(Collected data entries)

* * * * *

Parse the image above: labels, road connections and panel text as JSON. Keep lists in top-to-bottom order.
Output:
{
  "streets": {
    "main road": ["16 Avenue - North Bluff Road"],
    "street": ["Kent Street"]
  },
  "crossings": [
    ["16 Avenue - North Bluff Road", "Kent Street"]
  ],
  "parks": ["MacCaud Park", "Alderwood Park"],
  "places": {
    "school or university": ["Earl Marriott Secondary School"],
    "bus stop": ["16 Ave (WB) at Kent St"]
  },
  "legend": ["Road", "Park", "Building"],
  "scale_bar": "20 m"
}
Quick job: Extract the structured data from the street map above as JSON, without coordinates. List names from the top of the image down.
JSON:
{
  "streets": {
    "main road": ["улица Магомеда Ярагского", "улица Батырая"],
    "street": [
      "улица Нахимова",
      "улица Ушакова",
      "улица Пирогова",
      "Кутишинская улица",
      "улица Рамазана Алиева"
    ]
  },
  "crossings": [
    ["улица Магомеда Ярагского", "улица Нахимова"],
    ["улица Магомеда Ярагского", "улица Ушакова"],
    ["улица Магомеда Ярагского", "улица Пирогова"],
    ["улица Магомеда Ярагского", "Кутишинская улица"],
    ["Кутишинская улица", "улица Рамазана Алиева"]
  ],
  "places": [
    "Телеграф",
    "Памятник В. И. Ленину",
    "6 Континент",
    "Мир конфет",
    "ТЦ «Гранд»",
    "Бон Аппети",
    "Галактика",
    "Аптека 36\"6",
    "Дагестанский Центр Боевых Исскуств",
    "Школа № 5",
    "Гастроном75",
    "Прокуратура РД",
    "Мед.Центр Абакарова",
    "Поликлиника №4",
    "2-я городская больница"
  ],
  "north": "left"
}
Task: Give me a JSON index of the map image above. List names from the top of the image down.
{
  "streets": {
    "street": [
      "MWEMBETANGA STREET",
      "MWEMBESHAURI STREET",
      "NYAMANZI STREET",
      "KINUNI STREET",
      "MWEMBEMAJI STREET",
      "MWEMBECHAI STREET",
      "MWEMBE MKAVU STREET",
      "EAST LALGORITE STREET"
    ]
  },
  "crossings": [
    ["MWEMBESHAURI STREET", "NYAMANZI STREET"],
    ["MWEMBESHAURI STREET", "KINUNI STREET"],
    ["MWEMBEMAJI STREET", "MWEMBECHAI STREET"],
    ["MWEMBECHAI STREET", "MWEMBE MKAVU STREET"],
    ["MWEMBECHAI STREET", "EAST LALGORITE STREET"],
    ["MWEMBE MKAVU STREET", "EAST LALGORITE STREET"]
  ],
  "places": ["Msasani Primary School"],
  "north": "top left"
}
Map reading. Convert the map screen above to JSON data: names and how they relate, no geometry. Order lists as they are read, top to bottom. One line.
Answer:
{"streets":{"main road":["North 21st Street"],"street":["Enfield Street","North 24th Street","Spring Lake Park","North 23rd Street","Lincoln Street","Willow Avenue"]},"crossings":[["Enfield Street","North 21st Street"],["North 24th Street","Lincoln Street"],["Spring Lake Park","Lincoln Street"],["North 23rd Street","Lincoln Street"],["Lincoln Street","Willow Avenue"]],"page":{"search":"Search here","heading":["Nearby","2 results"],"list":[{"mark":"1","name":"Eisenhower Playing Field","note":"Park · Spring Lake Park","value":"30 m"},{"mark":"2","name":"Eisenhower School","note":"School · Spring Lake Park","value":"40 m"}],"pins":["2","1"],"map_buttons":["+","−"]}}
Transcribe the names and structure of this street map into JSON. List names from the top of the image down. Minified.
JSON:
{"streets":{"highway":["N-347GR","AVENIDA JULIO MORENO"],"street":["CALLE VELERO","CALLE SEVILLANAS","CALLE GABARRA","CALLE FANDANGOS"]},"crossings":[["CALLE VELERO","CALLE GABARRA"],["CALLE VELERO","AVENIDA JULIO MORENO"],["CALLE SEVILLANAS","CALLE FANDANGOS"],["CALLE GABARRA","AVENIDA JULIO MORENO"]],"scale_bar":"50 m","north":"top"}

* * * * *

[Exercise description]: Nothing in the records should differ from the original when you retype them.

[Task solution]:
Parse the image above: labels, road connections and panel text as JSON. Keep lists in top-to-bottom order.
Output:
{
  "streets": {
    "main road": ["16 Avenue - North Bluff Road"],
    "street": ["Kent Street"]
  },
  "crossings": [
    ["16 Avenue - North Bluff Road", "Kent Street"]
  ],
  "parks": ["MacCaud Park", "Alderwood Park"],
  "places": {
    "school or university": ["Earl Marriott Secondary School"],
    "bus stop": ["16 Ave (WB) at Kent St"]
  },
  "legend": ["Road", "Park", "Building"],
  "scale_bar": "20 m"
}
Quick job: Extract the structured data from the street map above as JSON, without coordinates. List names from the top of the image down.
JSON:
{
  "streets": {
    "main road": ["улица Магомеда Ярагского", "улица Батырая"],
    "street": [
      "улица Нахимова",
      "улица Ушакова",
      "улица Пирогова",
      "Кутишинская улица",
      "улица Рамазана Алиева"
    ]
  },
  "crossings": [
    ["улица Магомеда Ярагского", "улица Нахимова"],
    ["улица Магомеда Ярагского", "улица Ушакова"],
    ["улица Магомеда Ярагского", "улица Пирогова"],
    ["улица Магомеда Ярагского", "Кутишинская улица"],
    ["Кутишинская улица", "улица Рамазана Алиева"]
  ],
  "places": [
    "Телеграф",
    "Памятник В. И. Ленину",
    "6 Континент",
    "Мир конфет",
    "ТЦ «Гранд»",
    "Бон Аппети",
    "Галактика",
    "Аптека 36\"6",
    "Дагестанский Центр Боевых Исскуств",
    "Школа № 5",
    "Гастроном75",
    "Прокуратура РД",
    "Мед.Центр Абакарова",
    "Поликлиника №4",
    "2-я городская больница"
  ],
  "north": "left"
}
Task: Give me a JSON index of the map image above. List names from the top of the image down.
{
  "streets": {
    "street": [
      "MWEMBETANGA STREET",
      "MWEMBESHAURI STREET",
      "NYAMANZI STREET",
      "KINUNI STREET",
      "MWEMBEMAJI STREET",
      "MWEMBECHAI STREET",
      "MWEMBE MKAVU STREET",
      "EAST LALGORITE STREET"
    ]
  },
  "crossings": [
    ["MWEMBESHAURI STREET", "NYAMANZI STREET"],
    ["MWEMBESHAURI STREET", "KINUNI STREET"],
    ["MWEMBEMAJI STREET", "MWEMBECHAI STREET"],
    ["MWEMBECHAI STREET", "MWEMBE MKAVU STREET"],
    ["MWEMBECHAI STREET", "EAST LALGORITE STREET"],
    ["MWEMBE MKAVU STREET", "EAST LALGORITE STREET"]
  ],
  "places": ["Msasani Primary School"],
  "north": "top left"
}
Map reading. Convert the map screen above to JSON data: names and how they relate, no geometry. Order lists as they are read, top to bottom. One line.
Answer:
{"streets":{"main road":["North 21st Street"],"street":["Enfield Street","North 24th Street","Spring Lake Park","North 23rd Street","Lincoln Street","Willow Avenue"]},"crossings":[["Enfield Street","North 21st Street"],["North 24th Street","Lincoln Street"],["Spring Lake Park","Lincoln Street"],["North 23rd Street","Lincoln Street"],["Lincoln Street","Willow Avenue"]],"page":{"search":"Search here","heading":["Nearby","2 results"],"list":[{"mark":"1","name":"Eisenhower Playing Field","note":"Park · Spring Lake Park","value":"30 m"},{"mark":"2","name":"Eisenhower School","note":"School · Spring Lake Park","value":"40 m"}],"pins":["2","1"],"map_buttons":["+","−"]}}
Transcribe the names and structure of this street map into JSON. List names from the top of the image down. Minified.
JSON:
{"streets":{"highway":["N-347GR","AVENIDA JULIO MORENO"],"street":["CALLE VELERO","CALLE SEVILLANAS","CALLE GABARRA","CALLE FANDANGOS"]},"crossings":[["CALLE VELERO","CALLE GABARRA"],["CALLE VELERO","AVENIDA JULIO MORENO"],["CALLE SEVILLANAS","CALLE FANDANGOS"],["CALLE GABARRA","AVENIDA JULIO MORENO"]],"scale_bar":"50 m","north":"top"}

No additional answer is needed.